▶ **Aim of the task**
Below are the records. List every line holding the word "overflow".

** Opening Entries provided block **

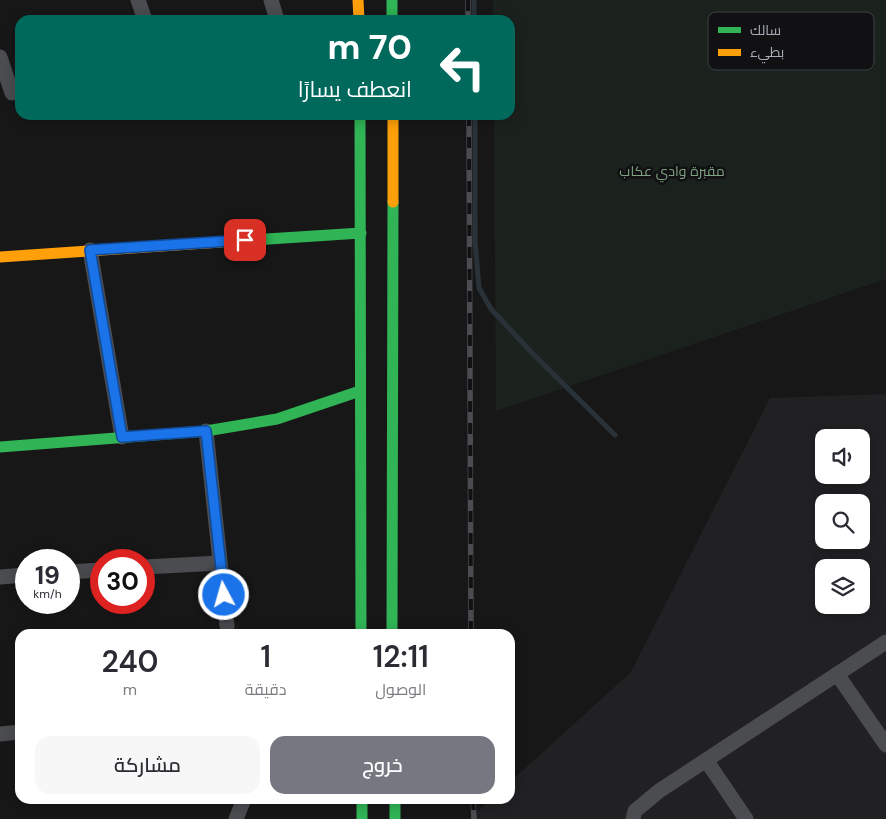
<!DOCTYPE html>
<html lang="ar">
<meta charset="utf-8">
<style>
body{margin:0;font-family:"DM Sans",Cairo,sans-serif;background:#f7f7f7;color:#2b2b33;direction:rtl;height:100vh;display:flex;flex-direction:column;font-size:19px;white-space:nowrap}
*{box-sizing:border-box;margin:0}
p{font-size:16px;color:#7c7c81}
.icon{flex:none;width:28px;height:28px;fill:none;stroke:currentColor;stroke-width:2;stroke-linecap:round;stroke-linejoin:round}
.map{position:relative;flex:1;overflow:hidden;direction:ltr}
.details{position:absolute;left:15px;top:629px;width:500px;height:175px;display:flex;flex-direction:column;background:#fff;border-radius:15px;box-shadow:0 2px 12px #0003;direction:rtl}
.details>*{flex:none}
.guide{position:absolute;left:15px;top:15px;width:500px;height:105px;border-radius:15px;box-shadow:0 2px 12px #0003;direction:rtl;background:#00695c;color:#fff;overflow:hidden}
.fabs{position:absolute;left:815px;top:429px;display:grid;gap:10px}
.fabs a{display:grid;place-items:center;width:55px;height:55px;border-radius:10px;background:#fff;box-shadow:0 2px 12px #0003;font-size:25px}
.speed{position:absolute;left:15px;top:549px;display:flex;gap:10px;font-size:25px;font-weight:700;text-align:center}
.speed>*{display:grid;place-content:center;width:65px;height:65px;border-radius:50%;background:#fff;box-shadow:0 2px 12px #0003;line-height:1}
.speed small{font-size:12px;font-weight:400}
.speed .limit{border:8px solid #d22;background:#fff;color:#111}
.pin{position:absolute;display:grid;place-items:center;width:42px;height:42px;color:#fff;margin:-21px;border-radius:10px;box-shadow:0 2px 8px #0006}
.me{position:absolute;width:55px;margin:-28px;rotate:354deg;stroke-linejoin:round;filter:drop-shadow(0 0 4px #0008)}
.turn{display:flex;align-items:center;gap:18px;height:105px;padding:0 20px;font-size:22px}
.turn .icon{width:65px;height:65px;stroke-width:2.5}
.turn b{display:block;font-size:35px;line-height:42px}
.eta{display:flex;justify-content:space-evenly;align-items:center;height:85px;text-align:center}
.eta b{font-size:30px;font-weight:600;line-height:35px}
.button{display:flex;gap:10px;margin-top:auto;padding:10px 20px}
.button a{flex:1;height:58px;border-radius:15px;background:#757880;color:#fff;font-size:20px;font-weight:600;line-height:58px;text-align:center}
.button a+a{background:#f7f7f7;color:#2b2b33}
.map>svg:first-child{display:block}
.built{fill:#212124;fill-rule:evenodd}
.green{fill:#1b211c}
.lines{fill:none;stroke-linecap:round;stroke-linejoin:round}
.stream{stroke:#2a3239;stroke-width:5}
.street{stroke:#4b4c50;stroke-width:15}
.fast{stroke:#30b455;stroke-width:11}
.slow{stroke:#ff9f0a;stroke-width:11}
.rail-casing{stroke:#4b4c4f;stroke-width:5.5}
.rail{stroke:#111113;stroke-width:4;stroke-dasharray:11;stroke-linecap:butt}
.route-casing{stroke:#114b97;stroke-width:12}
.route{stroke:#1a73e8;stroke-width:9}
.labels{text-anchor:middle;stroke-width:5;stroke-linejoin:round;paint-order:stroke}
.park-label{font-size:14px;fill:#7fa381;stroke:#111113}
.key{fill:#111113;stroke:#3e4045;stroke-width:1}
.key-label{font-size:14px;fill:#a8adb8}
</style>
<div class="map">
<svg width="886" height="819" viewBox="0 0 886 819">
<rect width="100%" height="100%" fill="#171717"/>
<path class="built" d="M886,394V819H469L491,799H510V782L631,672L770,398ZM824,438H861V475H824ZM824,502H861V540H824ZM824,568H861V605H824Z"/>
<path class="green" d="M493,0H886V279L496,411L494,115H510V20H493Z"/>
<g class="lines">
<path class="stream" d="M474,0V20
M475,115V240L479,288L491,309L533,354L615,435"/>
<path class="street" d="M138,0L145,20
M271,0L277,20
M0,57L12,93
M90,250L122,437
M206,431L227,626
M144,567L220,563
M69,572L101,570
M0,577L26,575
M837,674L886,745
M0,734L20,732
M706,760L746,819
M236,819L244,799
M633,819L635,811L659,791L886,642"/>
<path class="fast" d="M392,0V20
M360,115L361,634
M221,242L361,233
M0,447L206,431L277,419L360,391
M392,634L393,202
M362,799V819
M395,799V819"/>
<path class="slow" d="M358,0L359,20
M393,202V115
M0,257L221,242"/>
<g class="rail-casing">
<path id="rail" d="M468,0V20
M469,115L471,634
M473,799L474,819"/>
</g>
<use href="#rail" class="rail"/>
</g>
<g class="lines">
<g class="route-casing">
<path id="route" d="M224,595L206,431L122,437L90,250L245,240"/>
</g>
<use href="#route" class="route"/>
</g>
<g class="labels">
<g class="park-label">
<text x="672" y="176">مقبرة وادي عكاب</text>
</g>
</g>
<rect x="708" y="12" width="166" height="58" rx="8" class="key"/>
<rect x="718" y="27" width="23" height="6" fill="#30b455"/>
<rect x="718" y="49" width="23" height="7" fill="#ff9f0a"/>
<g class="key-label">
<text x="750" y="35">سالك</text>
<text x="750" y="57">بطيء</text>
</g>
</svg>
<div class="fabs">
<a><svg class="icon" aria-label="sound" viewBox="0 0 24 24"><path d="M4 9h4l5-4v14l-5-4H4zM17 9q2 3 0 6"/></svg></a>
<a><svg class="icon" aria-label="search" viewBox="0 0 24 24"><circle cx="10" cy="10" r="6"/><path d="M15 15l6 6"/></svg></a>
<a><svg class="icon" aria-label="layers" viewBox="0 0 24 24"><path d="M12 4l9 5-9 5-9-5zM3 14l9 5 9-5"/></svg></a>
</div>
<div class="speed"><div>19<small>km/h</small></div><div class="limit">30</div></div>
<div class="pin" style="left:245px;top:240px;background:#d93025"><svg class="icon" aria-label="arrive" viewBox="0 0 24 24"><path d="M6 21V4h12l-3 4 3 4H6"/></svg></div>
<svg class="me" style="left:224px;top:595px" viewBox="-20 -20 40 40"><circle r="17" fill="#1a73e8" stroke="#fff" stroke-width="3"/><path d="M0-11L8 9 0 5-8 9z" fill="#fff"/></svg>
<div class="guide">
<div class="turn"><svg class="icon" aria-label="left" viewBox="0 0 24 24"><path d="M17 20v-9H6M10 6l-5 5 5 5"/></svg><div><b>70 m</b>انعطف يسارًا</div></div>
</div>
<section class="details">
<div class="eta">
<div><b>12:11</b><p>الوصول</p></div>
<div><b>1</b><p>دقيقة</p></div>
<div><b>240</b><p>m</p></div>
</div>
<div class="button"><a>خروج</a><a>مشاركة</a></div>
</section>
</div>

** Closing Entries provided block **

▶ **Answer**
.map{position:relative;flex:1;overflow:hidden;direction:ltr}
.guide{position:absolute;left:15px;top:15px;width:500px;height:105px;border-radius:15px;box-shadow:0 2px 12px #0003;direction:rtl;background:#00695c;color:#fff;overflow:hidden}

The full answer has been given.